On Thu, Jul 18, 2019 at 6:12 PM Aleksa Sarai cyphar@cyphar.com wrote:
On 2019-07-18, Arnd Bergmann arnd@arndb.de wrote:
On Sat, Jul 6, 2019 at 5:00 PM Aleksa Sarai cyphar@cyphar.com wrote:
In fact, that seems similar enough to the existing openat() that I think you could also just add the fifth argument to the existing call when a newly defined flag is set, similarly to how we only use the 'mode' argument when O_CREAT or O_TMPFILE are set.
I considered doing this (and even had a preliminary version of it), but I discovered that I was not in favour of this idea -- once I started to write tests using it -- for a few reasons:
It doesn't really allow for clean extension for a future 6th argument (because you are using up O_* flags to signify "use the next argument", and O_* flags don't give -EINVAL if they're unknown). Now, yes you can do the on-start runtime check that everyone does -- but I've never really liked having to do it.
Having reserved padding for later extensions (that is actually checked and gives -EINVAL) matches more modern syscall designs.
I really was hoping that the variadic openat(2) could be done away using this union setup (Linus said he didn't like it, and suggested using something like 'struct stat' as an argument for openat(2) -- though personally I am not sure I would personally like to use an interface like that).
In order to avoid wasting a syscall argument for mode/mask you need to either have something like your suggested mode_mask (which makes the syscall arguments less consistent) or have some sort of mode-like argument that is treated specially (which is really awful on multiple levels -- this one I also tried and even wrote my original tests using). And in both cases, the shims for open{,at}(2) are somewhat less clean.
These are all good reasons, thanks for providing the background.
All of that being said, I'd be happy to switch to whatever you think makes the most sense.
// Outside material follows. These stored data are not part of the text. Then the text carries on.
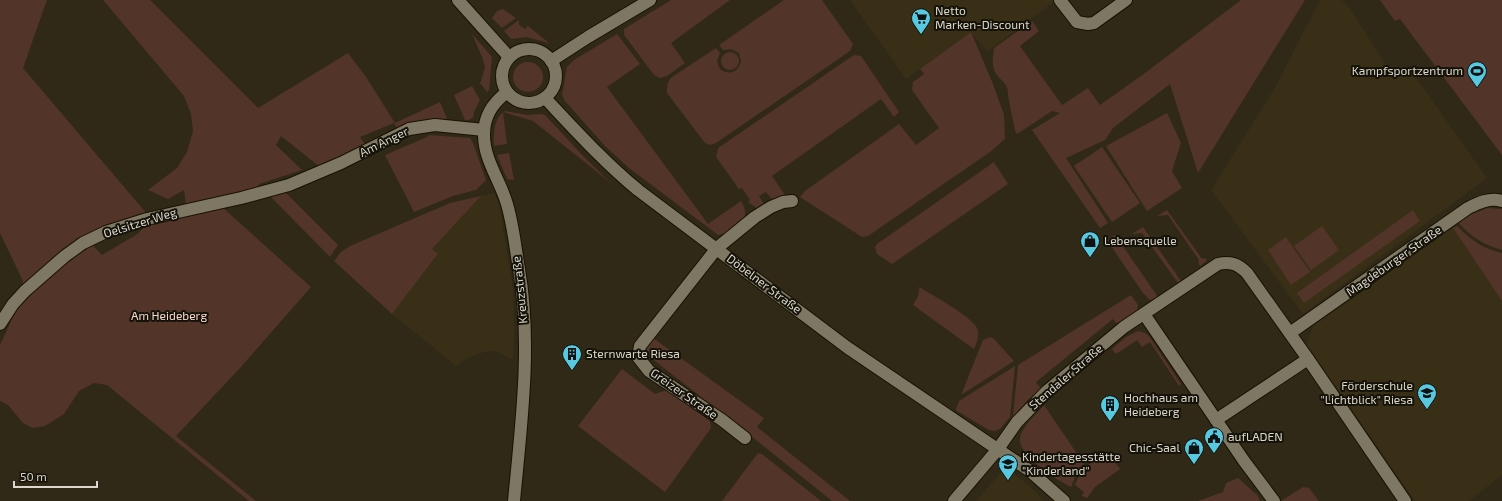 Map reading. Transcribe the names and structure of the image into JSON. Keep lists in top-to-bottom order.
{
  "streets": {
    "street": [
      "Am Anger",
      "Oelsitzer Weg",
      "Magdeburger Straße",
      "Döbelner Straße",
      "Kreuzstraße",
      "Stendaler Straße",
      "Greizer Straße"
    ]
  },
  "crossings": [
    ["Am Anger", "Oelsitzer Weg"],
    ["Am Anger", "Kreuzstraße"],
    ["Döbelner Straße", "Kreuzstraße"],
    ["Döbelner Straße", "Stendaler Straße"],
    ["Döbelner Straße", "Greizer Straße"]
  ],
  "parks": ["Am Heideberg"],
  "places": {
    "supermarket": ["Netto Marken-Discount"],
    "sports": ["Kampfsportzentrum"],
    "shop": ["Lebensquelle", "Chic-Saal"],
    "building": ["Sternwarte Riesa", "Hochhaus am Heideberg"],
    "school or university": ["Förderschule \"Lichtblick\" Riesa", "Kindertagesstätte \"Kinderland\""],
    "public building": ["aufLADEN"]
  },
  "scale_bar": "50 m"
} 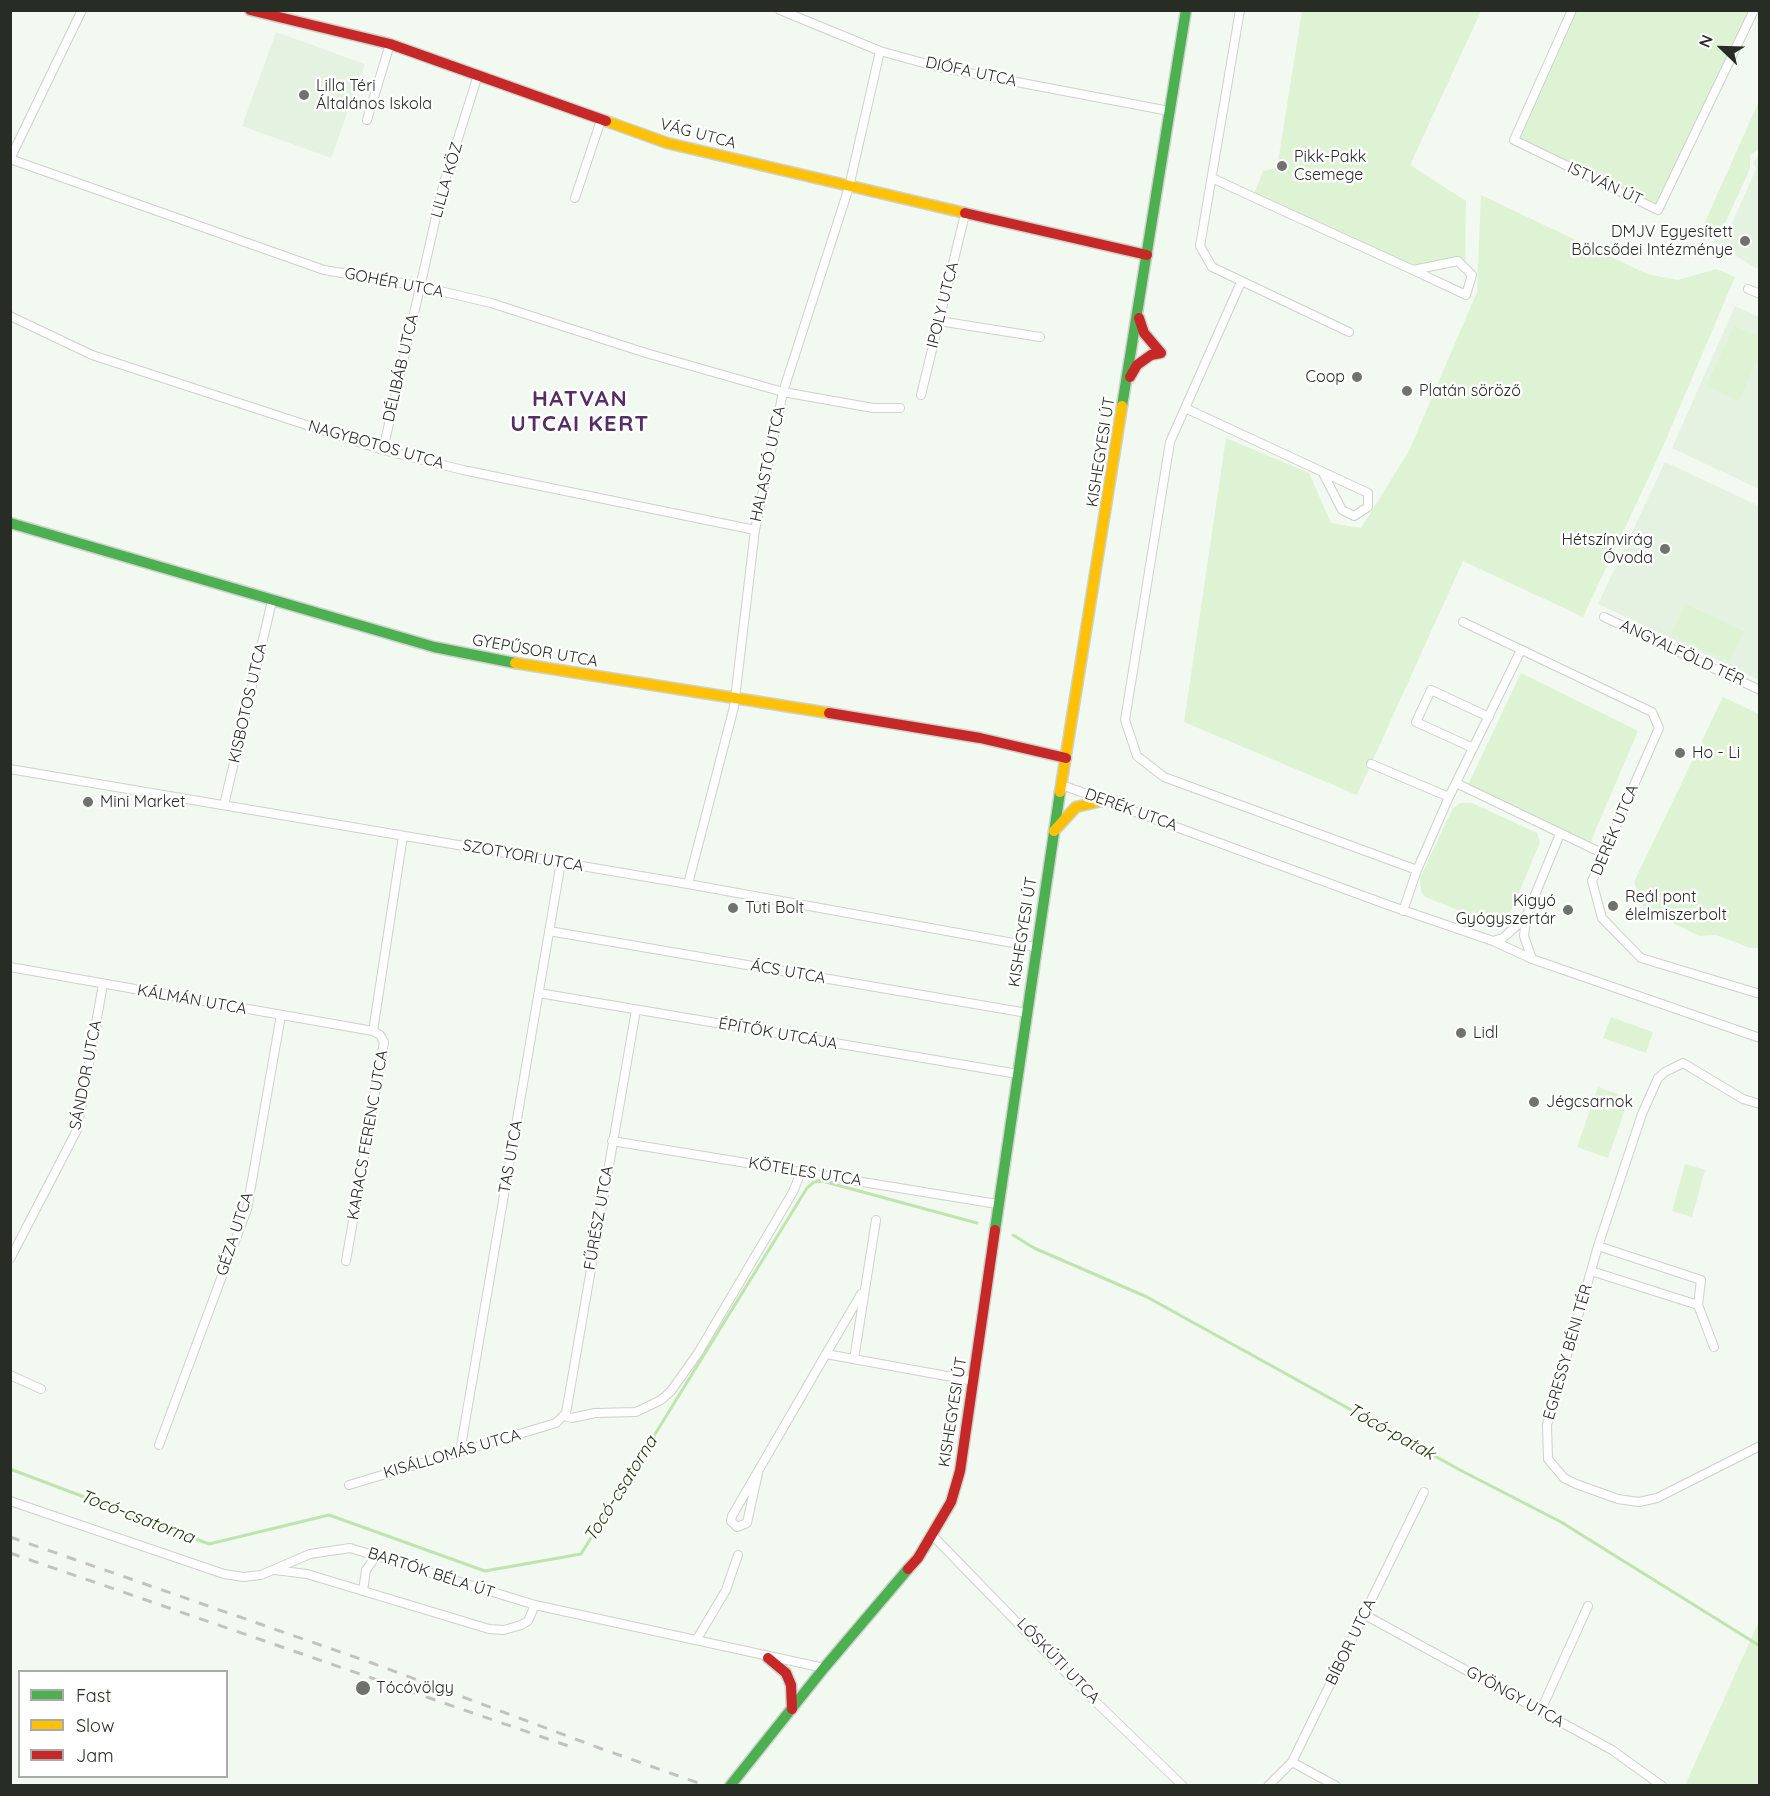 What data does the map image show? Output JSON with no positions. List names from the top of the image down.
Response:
{
  "streets": {
    "street": [
      "DIÓFA UTCA",
      "VÁG UTCA",
      "LILLA KÖZ",
      "ISTVÁN ÚT",
      "GOHÉR UTCA",
      "IPOLY UTCA",
      "DÉLIBÁB UTCA",
      "NAGYBOTOS UTCA",
      "KISHEGYESI ÚT",
      "HALASTÓ UTCA",
      "GYEPŰSOR UTCA",
      "ANGYALFÖLD TÉR",
      "KISBOTOS UTCA",
      "DERÉK UTCA",
      "SZOTYORI UTCA",
      "ÁCS UTCA",
      "KÁLMÁN UTCA",
      "ÉPÍTŐK UTCÁJA",
      "SÁNDOR UTCA",
      "KARACS FERENC UTCA",
      "TAS UTCA",
      "KÖTELES UTCA",
      "FŰRÉSZ UTCA",
      "GÉZA UTCA",
      "EGRESSY BÉNI TÉR",
      "KISÁLLOMÁS UTCA",
      "BARTÓK BÉLA ÚT",
      "BÍBOR UTCA",
      "LÓSKÚTI UTCA",
      "GYÖNGY UTCA"
    ]
  },
  "crossings": [
    ["DIÓFA UTCA", "KISHEGYESI ÚT"],
    ["DIÓFA UTCA", "HALASTÓ UTCA"],
    ["VÁG UTCA", "LILLA KÖZ"],
    ["VÁG UTCA", "IPOLY UTCA"],
    ["VÁG UTCA", "KISHEGYESI ÚT"],
    ["VÁG UTCA", "HALASTÓ UTCA"],
    ["LILLA KÖZ", "GOHÉR UTCA"],
    ["LILLA KÖZ", "DÉLIBÁB UTCA"],
    ["GOHÉR UTCA", "DÉLIBÁB UTCA"],
    ["GOHÉR UTCA", "HALASTÓ UTCA"],
    ["DÉLIBÁB UTCA", "NAGYBOTOS UTCA"],
    ["NAGYBOTOS UTCA", "HALASTÓ UTCA"],
    ["KISHEGYESI ÚT", "GYEPŰSOR UTCA"],
    ["KISHEGYESI ÚT", "DERÉK UTCA"],
    ["KISHEGYESI ÚT", "SZOTYORI UTCA"],
    ["KISHEGYESI ÚT", "ÁCS UTCA"],
    ["KISHEGYESI ÚT", "ÉPÍTŐK UTCÁJA"],
    ["KISHEGYESI ÚT", "KÖTELES UTCA"],
    ["KISHEGYESI ÚT", "BARTÓK BÉLA ÚT"],
    ["KISHEGYESI ÚT", "LÓSKÚTI UTCA"],
    ["HALASTÓ UTCA", "GYEPŰSOR UTCA"],
    ["HALASTÓ UTCA", "SZOTYORI UTCA"],
    ["GYEPŰSOR UTCA", "KISBOTOS UTCA"],
    ["KISBOTOS UTCA", "SZOTYORI UTCA"],
    ["SZOTYORI UTCA", "KARACS FERENC UTCA"],
    ["SZOTYORI UTCA", "TAS UTCA"],
    ["ÁCS UTCA", "TAS UTCA"],
    ["KÁLMÁN UTCA", "SÁNDOR UTCA"],
    ["KÁLMÁN UTCA", "KARACS FERENC UTCA"],
    ["KÁLMÁN UTCA", "GÉZA UTCA"],
    ["ÉPÍTŐK UTCÁJA", "TAS UTCA"],
    ["ÉPÍTŐK UTCÁJA", "FŰRÉSZ UTCA"],
    ["TAS UTCA", "KISÁLLOMÁS UTCA"],
    ["KÖTELES UTCA", "FŰRÉSZ UTCA"],
    ["FŰRÉSZ UTCA", "KISÁLLOMÁS UTCA"],
    ["BÍBOR UTCA", "GYÖNGY UTCA"]
  ],
  "districts": ["HATVAN UTCAI KERT"],
  "water": ["Tócó-patak", "Tocó-csatorna"],
  "places": [
    "Lilla Téri Általános Iskola",
    "Pikk-Pakk Csemege",
    "DMJV Egyesített Bölcsődei Intézménye",
    "Coop",
    "Platán söröző",
    "Hétszínvirág Óvoda",
    "Ho - Li",
    "Mini Market",
    "Reál pont élelmiszerbolt",
    "Tuti Bolt",
    "Kigyó Gyógyszertár",
    "Lidl",
    "Jégcsarnok",
    "Tócóvölgy"
  ],
  "legend": ["Fast", "Slow", "Jam"],
  "north": "top left"
} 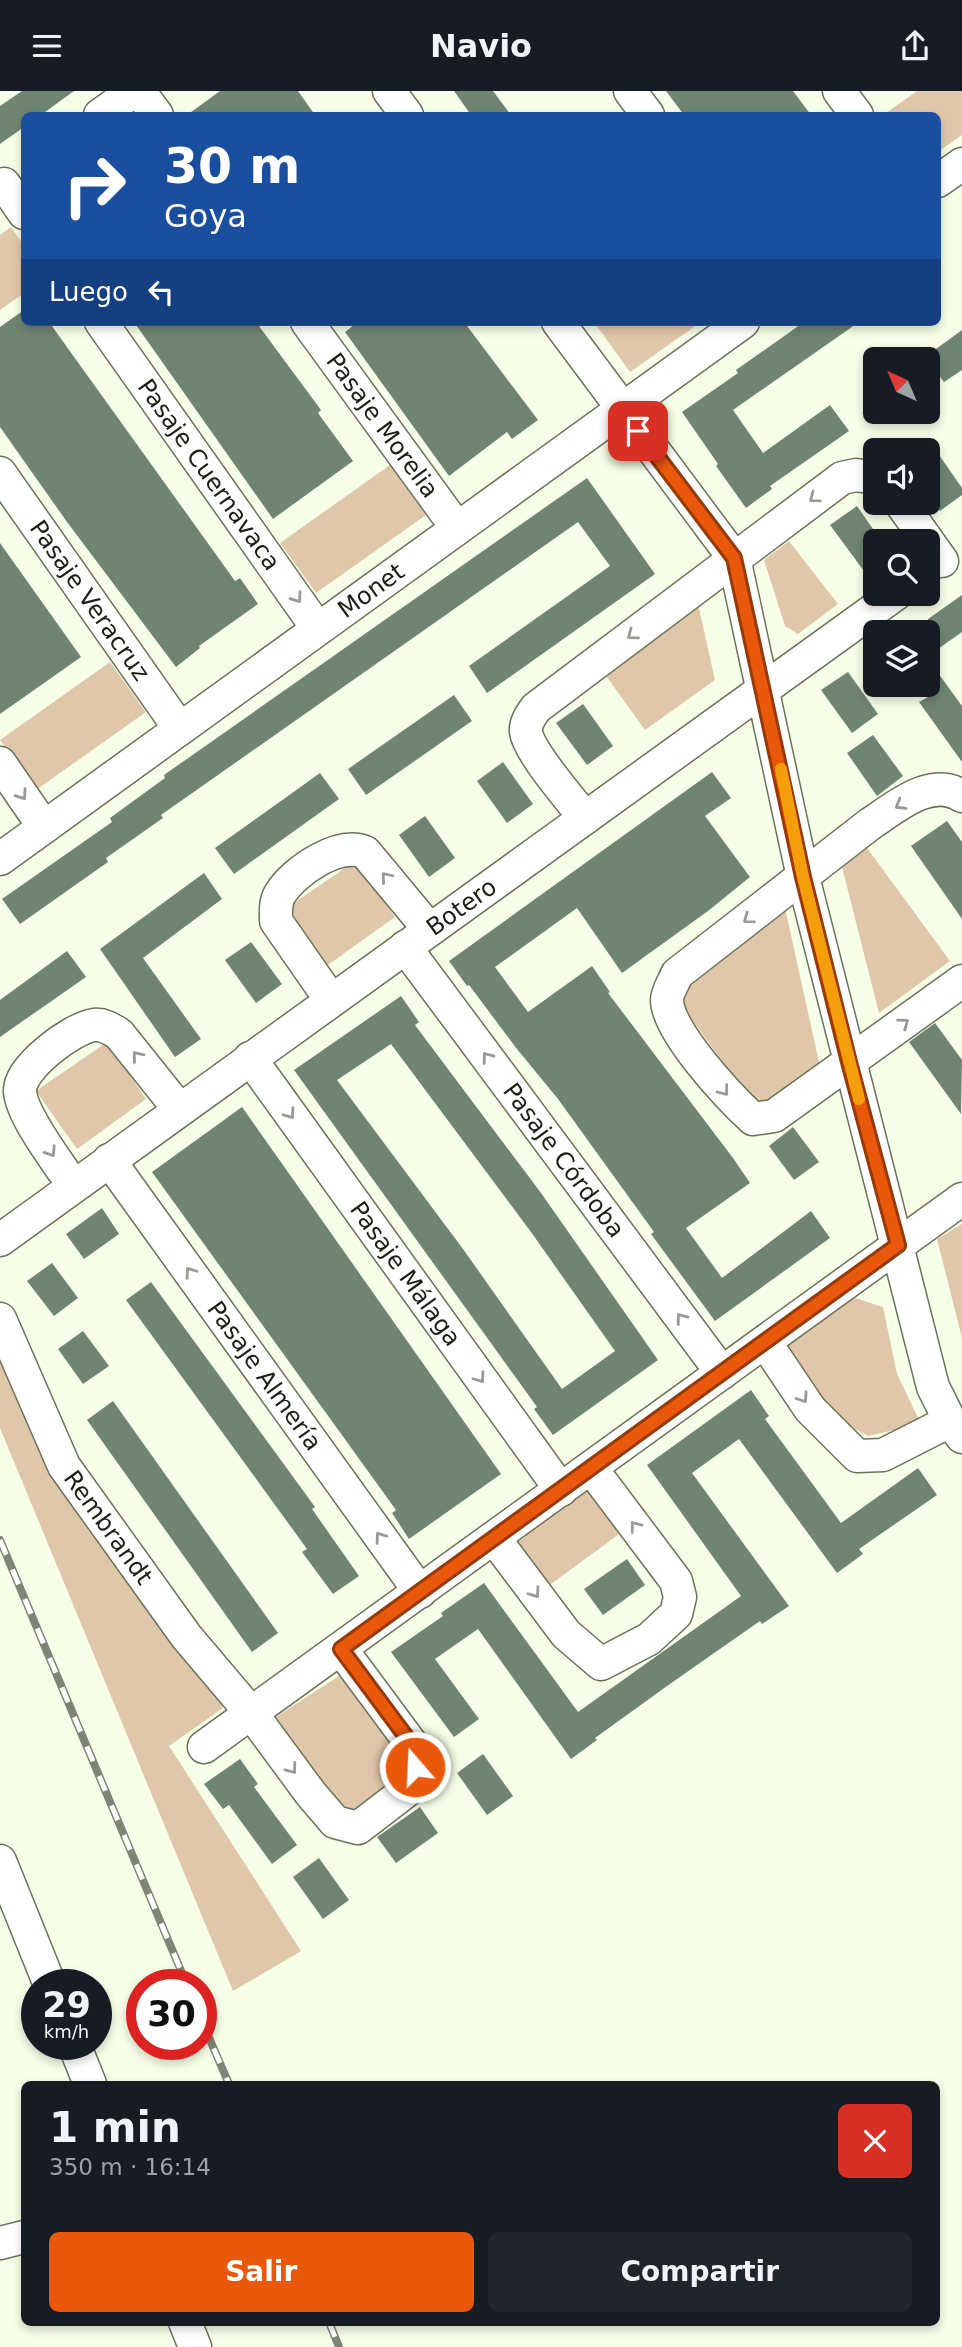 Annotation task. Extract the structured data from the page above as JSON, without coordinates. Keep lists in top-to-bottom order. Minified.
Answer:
{"streets":{"street":["Pasaje Morelia","Pasaje Cuernavaca","Monet","Pasaje Veracruz","Botero","Pasaje Córdoba","Pasaje Málaga","Pasaje Almería","Rembrandt"]},"crossings":[["Pasaje Morelia","Monet"],["Pasaje Cuernavaca","Monet"],["Monet","Pasaje Veracruz"],["Botero","Pasaje Córdoba"],["Botero","Pasaje Málaga"],["Botero","Pasaje Almería"]],"one_way":["Pasaje Cuernavaca","Pasaje Málaga","Pasaje Almería"],"north":"top left","page":{"header":"Navio","turn":["30 m","Goya"],"then":"Luego","speed":"29 km/h","limit":"30","heading":["1 min","350 m · 16:14"],"buttons":["Salir","Compartir"]}}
As long as it's possible to get an O_PATH with RESOLVE_IN_ROOT set, I'm happy.
I don't feel I should be in charge of making the decision. I'd still prefer avoiding the indirect argument structure because
4. it's inconsistent with most other syscalls
5. you get the same problem with seccomp and strace that clone3() has -- these and others only track the register arguments by default.
6. copying the structure adds a small overhead compared to passing registers
7. the calling conventions may be inconvenient for a user space library, so you end up with different prototypes for the low-level syscall and the libc abstraction.
I don't see any of the above seven points as a showstopper either way, so I hope someone else has a strong opinion and can make the decision easier for you.
In the meantime just keep what you have, so you don't have to change it multiple times.